Unlike traditional autoregressive models that gradually generate images, Meissonic predicts all image information at the same time through parallel iterative optimization. This innovation significantly reduces the decoding steps, reducing the time by approximately 99%, and greatly improves image generation. speed.
In the process of building the model, the researchers went through four steps:
First, they used 200 million 256x256 pixel images to teach the model basic concepts; then, they used 10 million strictly screened image-text pairs to improve its text understanding capabilities; then, by adding a special compression layer, the model was able to output 1024x1024 pixel-by-pixel images; finally, they performed fine-tuning that incorporated data on human preferences to improve the model’s performance.

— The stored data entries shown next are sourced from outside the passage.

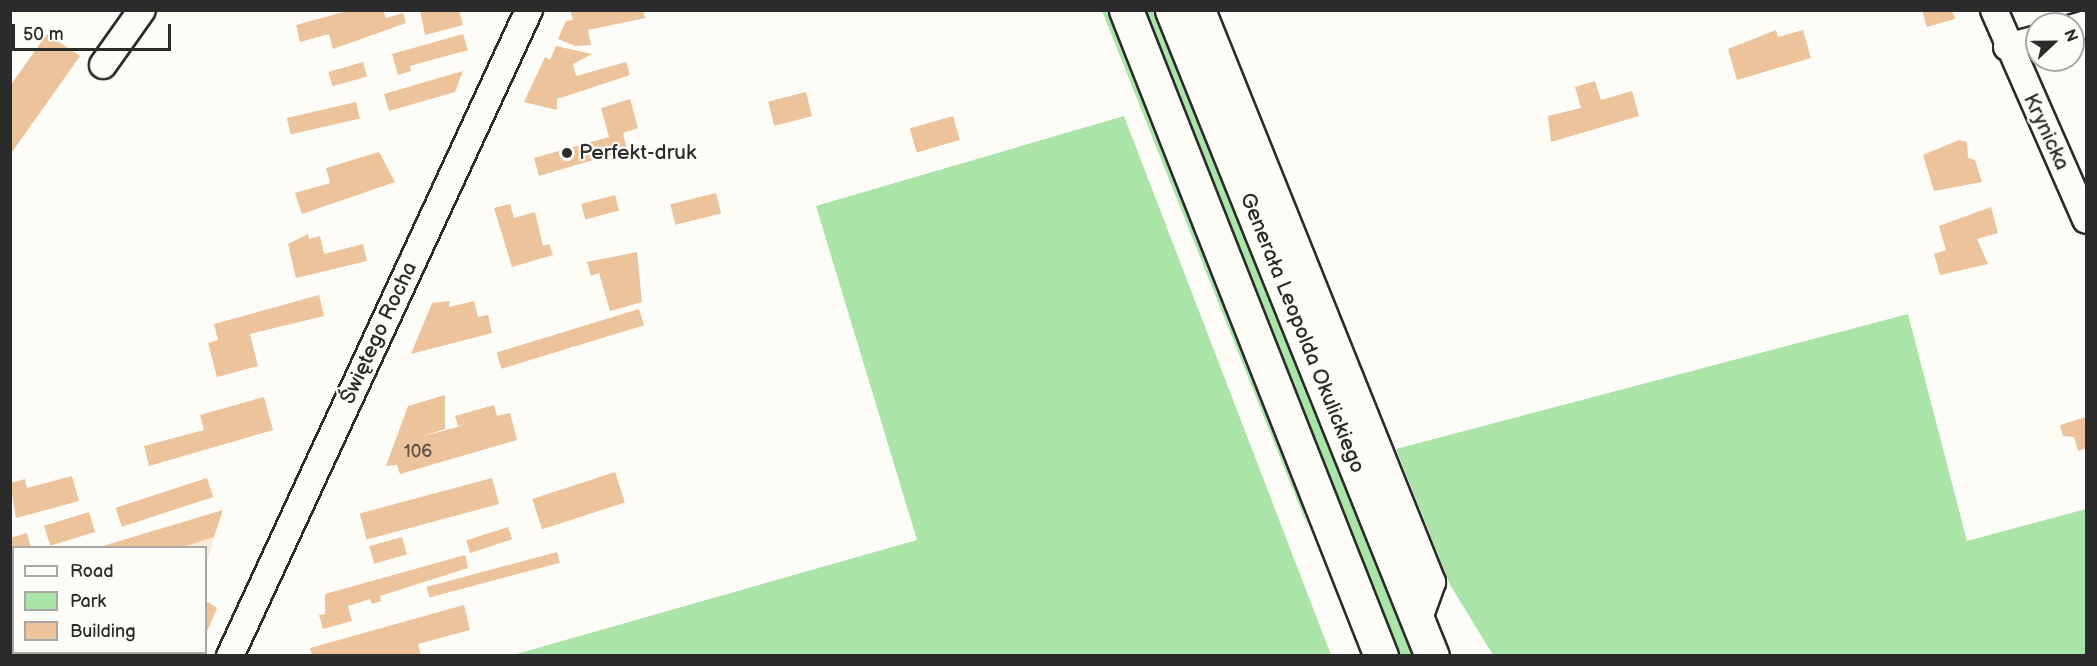 <!DOCTYPE html>
<html>
<head>
<meta charset="utf-8">
<style>
	body { margin:0 }
	#map { position:relative; width:2097px; height:666px; overflow:hidden; background:#fdfcf7; font-family:"Balsamiq Sans",sans-serif }
	div>[style] { position:absolute }
	.built>* { inset:0; background:#f8ebdc }
	.green>* { inset:0; background:#aae4a9 }
	.building>* { inset:0; background:#edc39c; transform-origin:0 0 }
	.roads { filter:drop-shadow(2px 0 #2b2b2b) drop-shadow(-2px 0 #2b2b2b) drop-shadow(0 2px #2b2b2b) drop-shadow(0 -2px #2b2b2b) }
	.minor>* { height:26px; margin:-13px; padding:0 13px; transform-origin:13px; border-radius:13px; background:#fdfcf7 }
	.major>* { height:33px; margin:-16.5px; padding:0 16.5px; transform-origin:16.5px; border-radius:16.5px; background:#fdfcf7 }
	.dots>* { width:16px; height:16px; translate:-50% -50%; box-sizing:border-box; border:3px solid #fdfcf7; border-radius:50% }
	span { translate:-50% -50%; white-space:nowrap; text-align:center; line-height:1.15; -webkit-text-stroke:4.5px #fdfcf7; paint-order:stroke }
	.number-label { font-size:18px; color:#5c5147 }
	.number-label span { -webkit-text-stroke-width:0 }
	.street-label { font-size:21px; color:#2b2b2b }
	.poi-label { font-size:21px; color:#2b2b2b }
	.left { translate:0 -50%; text-align:left }
	.frame { position:absolute; inset:0; border:12px solid #2b2b2b; pointer-events:none }
	.legend { position:absolute; left:12px; top:546px; width:195px; height:108px; box-sizing:border-box; background:#fdfcf7; border:2px solid #a9a8a5; margin:0; padding:8px 10px; list-style:none; font-size:18px; color:#2b2b2b }
	.legend li { display:flex; align-items:center; gap:12px; height:30px }
	.legend b { width:30px; border:2px solid #a9a8a5 }
	.north { position:absolute; left:2025px; top:12px; width:60px; height:60px; box-sizing:border-box; background:#fdfcf7; border:2px solid #a9a8a5; border-radius:50%; rotate:68deg; font-size:16px; font-weight:700; line-height:24px; text-align:center; color:#2b2b2b }
	.north::after { content:''; display:block; margin:auto; width:21px; height:27px; background:#2b2b2b; clip-path:polygon(50% 0,100% 100%,50% 72%,0 100%) }
	.scale { position:absolute; left:12px; top:24px; width:159px; height:27px; box-sizing:border-box; border:3px solid #2b2b2b; border-top:0; padding-left:8px; font-size:18px; line-height:21px; white-space:nowrap; color:#2b2b2b; -webkit-text-stroke:4px #fdfcf7; paint-order:stroke }
</style>
</head>
<body>
<div id="map">
	<div class="built">
		<i style="clip-path:polygon(214px 537px,206px 566px,206px 548px,180px 548px)"></i>
	</div>
	<div class="green">
		<i style="clip-path:polygon(1102px 11px,1112px 11px,1279px 431px,1309px 530px)"></i>
		<i style="clip-path:polygon(1140px 11px,1158px 11px,1420px 655px,1399px 655px,1390px 635px)"></i>
		<i style="clip-path:polygon(1124px 116px,1331px 655px,513px 655px,917px 540px,816px 206px)"></i>
		<i style="clip-path:polygon(1908px 314px,1967px 541px,2086px 509px,2086px 655px,1493px 655px,1450px 585px,1396px 449px)"></i>
		<i style="clip-path:polygon(10px 627px,14px 652px,36px 655px,11px 655px)"></i>
	</div>
	<div class="building">
		<i style="clip-path:polygon(383px 10px,386px 18px,403px 13px,406px 23px,333px 49px,329px 34px,300px 42px,296px 25px,347px 11px)"></i>
		<i style="clip-path:polygon(420px 10px,459px 10px,463px 25px,425px 35px)"></i>
		<i style="clip-path:polygon(570px 10px,643px 10px,645px 18px,588px 30px,591px 45px,575px 46px,558px 39px,566px 21px,573px 20px)"></i>
		<i style="clip-path:polygon(1922px 10px,1952px 10px,1955px 19px,1927px 27px)"></i>
		<i style="clip-path:polygon(1776px 30px,1778px 37px,1803px 30px,1811px 58px,1737px 80px,1728px 49px)"></i>
		<i style="clip-path:polygon(47px 34px,80px 56px,10px 155px,10px 86px)"></i>
		<i style="clip-path:polygon(463px 34px,468px 50px,410px 66px,411px 71px,398px 75px,392px 54px)"></i>
		<i style="clip-path:polygon(556px 46px,592px 54px,573px 64px,576px 76px,626px 62px,630px 75px,557px 99px,557px 110px,524px 102px,545px 57px,550px 60px)"></i>
		<i style="left:363px;top:62px;width:15px;height:36px;rotate:74deg"></i>
		<i style="clip-path:polygon(463px 71px,455px 92px,389px 111px,384px 94px)"></i>
		<i style="clip-path:polygon(1595px 81px,1601px 100px,1632px 91px,1639px 116px,1551px 142px,1548px 116px,1581px 108px,1575px 87px)"></i>
		<i style="left:806px;top:92px;width:25px;height:39px;rotate:76deg"></i>
		<i style="clip-path:polygon(630px 99px,638px 128px,623px 133px,627px 150px,539px 176px,534px 158px,609px 137px,601px 108px)"></i>
		<i style="left:356px;top:102px;width:17px;height:71px;rotate:77deg"></i>
		<i style="left:953px;top:116px;width:25px;height:45px;rotate:74deg"></i>
		<i style="clip-path:polygon(1959px 140px,1967px 142px,1968px 158px,1975px 160px,1982px 182px,1934px 191px,1923px 155px)"></i>
		<i style="clip-path:polygon(379px 152px,395px 182px,302px 214px,295px 193px,330px 183px,326px 168px)"></i>
		<i style="left:716px;top:193px;width:21px;height:47px;rotate:76deg"></i>
		<i style="left:615px;top:195px;width:16px;height:35px;rotate:75deg"></i>
		<i style="clip-path:polygon(510px 204px,514px 218px,535px 212px,543px 246px,549px 244px,553px 255px,512px 267px,494px 208px)"></i>
		<i style="clip-path:polygon(1991px 207px,1998px 233px,1977px 239px,1988px 264px,1940px 275px,1934px 254px,1946px 250px,1939px 226px)"></i>
		<i style="clip-path:polygon(308px 234px,309px 239px,320px 236px,324px 254px,363px 244px,367px 261px,296px 278px,288px 244px)"></i>
		<i style="clip-path:polygon(637px 252px,642px 302px,610px 311px,599px 273px,591px 276px,587px 262px)"></i>
		<i style="clip-path:polygon(319px 295px,324px 316px,250px 334px,258px 366px,217px 377px,208px 343px,218px 340px,214px 324px)"></i>
		<i style="clip-path:polygon(450px 301px,449px 307px,474px 301px,478px 317px,488px 315px,492px 333px,411px 354px,432px 303px)"></i>
		<i style="left:639px;top:309px;width:17px;height:149px;rotate:73deg"></i>
		<i style="clip-path:polygon(445px 395px,445px 429px,420px 437px,465px 425px,458px 426px,455px 416px,494px 405px,497px 416px,510px 413px,517px 440px,400px 474px,397px 465px,386px 466px,408px 406px)"></i>
		<i style="clip-path:polygon(264px 397px,273px 430px,149px 466px,144px 446px,204px 430px,200px 415px)"></i>
		<i style="clip-path:polygon(2086px 417px,2086px 448px,2078px 451px,2074px 437px,2063px 436px,2060px 425px)"></i>
		<i style="left:615px;top:472px;width:32px;height:87px;rotate:72deg"></i>
		<i style="clip-path:polygon(72px 476px,79px 501px,16px 518px,10px 483px,25px 479px,27px 488px)"></i>
		<i style="left:207px;top:478px;width:20px;height:96px;rotate:72deg"></i>
		<i style="left:492px;top:478px;width:27px;height:137px;rotate:75deg"></i>
		<i style="clip-path:polygon(223px 510px,214px 537px,180px 548px,96px 548px)"></i>
		<i style="left:89px;top:512px;width:21px;height:47px;rotate:73deg"></i>
		<i style="left:508px;top:527px;width:13px;height:44px;rotate:72deg"></i>
		<i style="clip-path:polygon(27px 533px,31px 548px,14px 548px,10px 554px,10px 538px)"></i>
		<i style="left:402px;top:537px;width:18px;height:34px;rotate:74deg"></i>
		<i style="left:557px;top:552px;width:11px;height:135px;rotate:75deg"></i>
		<i style="left:14px;top:555px;width:36px;height:4px;rotate:90deg"></i>
		<i style="clip-path:polygon(465px 555px,468px 568px,380px 596px,381px 601px,372px 604px,370px 599px,348px 606px,352px 621px,323px 629px,319px 615px,325px 614px,325px 594px)"></i>
		<i style="clip-path:polygon(206px 601px,217px 608px,206px 634px)"></i>
		<i style="clip-path:polygon(464px 605px,470px 630px,418px 644px,421px 656px,312px 656px,310px 648px)"></i>
		<i style="clip-path:polygon(92px 652px,197px 652px,196px 656px)"></i>
	</div>
	<div class="roads">
		<div class="minor">
			<i style="left:1202px;top:10px;width:617px;rotate:68.1deg"></i>
			<i style="left:1432px;top:582px;width:41px;rotate:109.7deg"></i>
			<i style="left:1994px;top:10px;width:229px;rotate:66.3deg"></i>
			<i style="left:2073px;top:28px;width:14px;rotate:-17deg"></i>
			<i style="left:2007px;top:47px;width:31px;rotate:-15deg"></i>
			<i style="left:103px;top:65px;width:67px;rotate:-54.7deg"></i>
			<i style="left:230px;top:656px;width:712px;rotate:-65.16deg"></i>
		</div>
		<div class="major">
			<i style="left:1126px;top:10px;width:695px;rotate:68.46deg"></i>
			<i style="left:1172px;top:10px;width:696px;rotate:68.08deg"></i>
		</div>
	</div>
	<div class="dots">
		<i style="left:567px;top:153px;background:#2b2b2b"></i>
	</div>
	<div class="number-label">
		<span style="left:418px;top:452px">106</span>
	</div>
	<div class="street-label">
		<span style="left:2046px;top:132px;rotate:65deg">Krynicka</span>
		<span style="left:379px;top:333px;rotate:-65deg">Świętego Rocha</span>
		<span style="left:1302px;top:333px;rotate:68deg">Generała Leopolda Okulickiego</span>
	</div>
	<div class="poi-label">
		<span class="left" style="left:579px;top:153px">Perfekt-druk</span>
	</div>
	<div class="frame"></div>
	<ul class="legend">
	<li><b style="height:8px;background:#fdfcf7"></b>Road</li>
	<li><b style="height:16px;background:#aae4a9"></b>Park</li>
	<li><b style="height:16px;background:#edc39c"></b>Building</li>
	</ul>
	<div class="north">N</div>
	<div class="scale">50 m</div>
</div>
</body>
</html>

Interestingly, despite having a smaller number of parameters, Meissonic outperformed some larger models such as SDXL and DeepFloyd-XL on multiple benchmarks, achieving a high “Human Preference Score” of 28.83. Additionally, Meissonic is capable of image patching and expansion without additional training, allowing users to easily add missing image parts or creatively enhance existing images.
The research team believes that this method may promote the rapid and low-cost development of customized AI image generators, and is also expected to promote the development of text-to-image applications on mobile devices. Interested friends can find the demo version on Hugging Face and view the code of the model on GitHub, which can be easily run on a consumer GPU with ordinary 8GB of video memory.
demo:https://huggingface.co/spaces/MeissonFlow/meissonic
Project: https://github.com/viiika/Meissonic
Highlight:
Meissonic is an open source AI model that can generate high-quality images with only one billion parameters, suitable for use on ordinary gaming PCs and future mobile devices.
Using a parallel iterative optimization training method, Meissonic can generate images 99% faster than traditional models.
? Despite its small parameter size, Meissonic outperforms larger models in multiple tests and enables training-free image inpainting and expansion.
All in all, the emergence of Meissonic has brought new possibilities to the field of AI image generation. Its lightweight design and efficient performance are worth looking forward to! The editor of Downcodes recommends that everyone go to Hugging Face and GitHub to experience and explore this powerful AI model.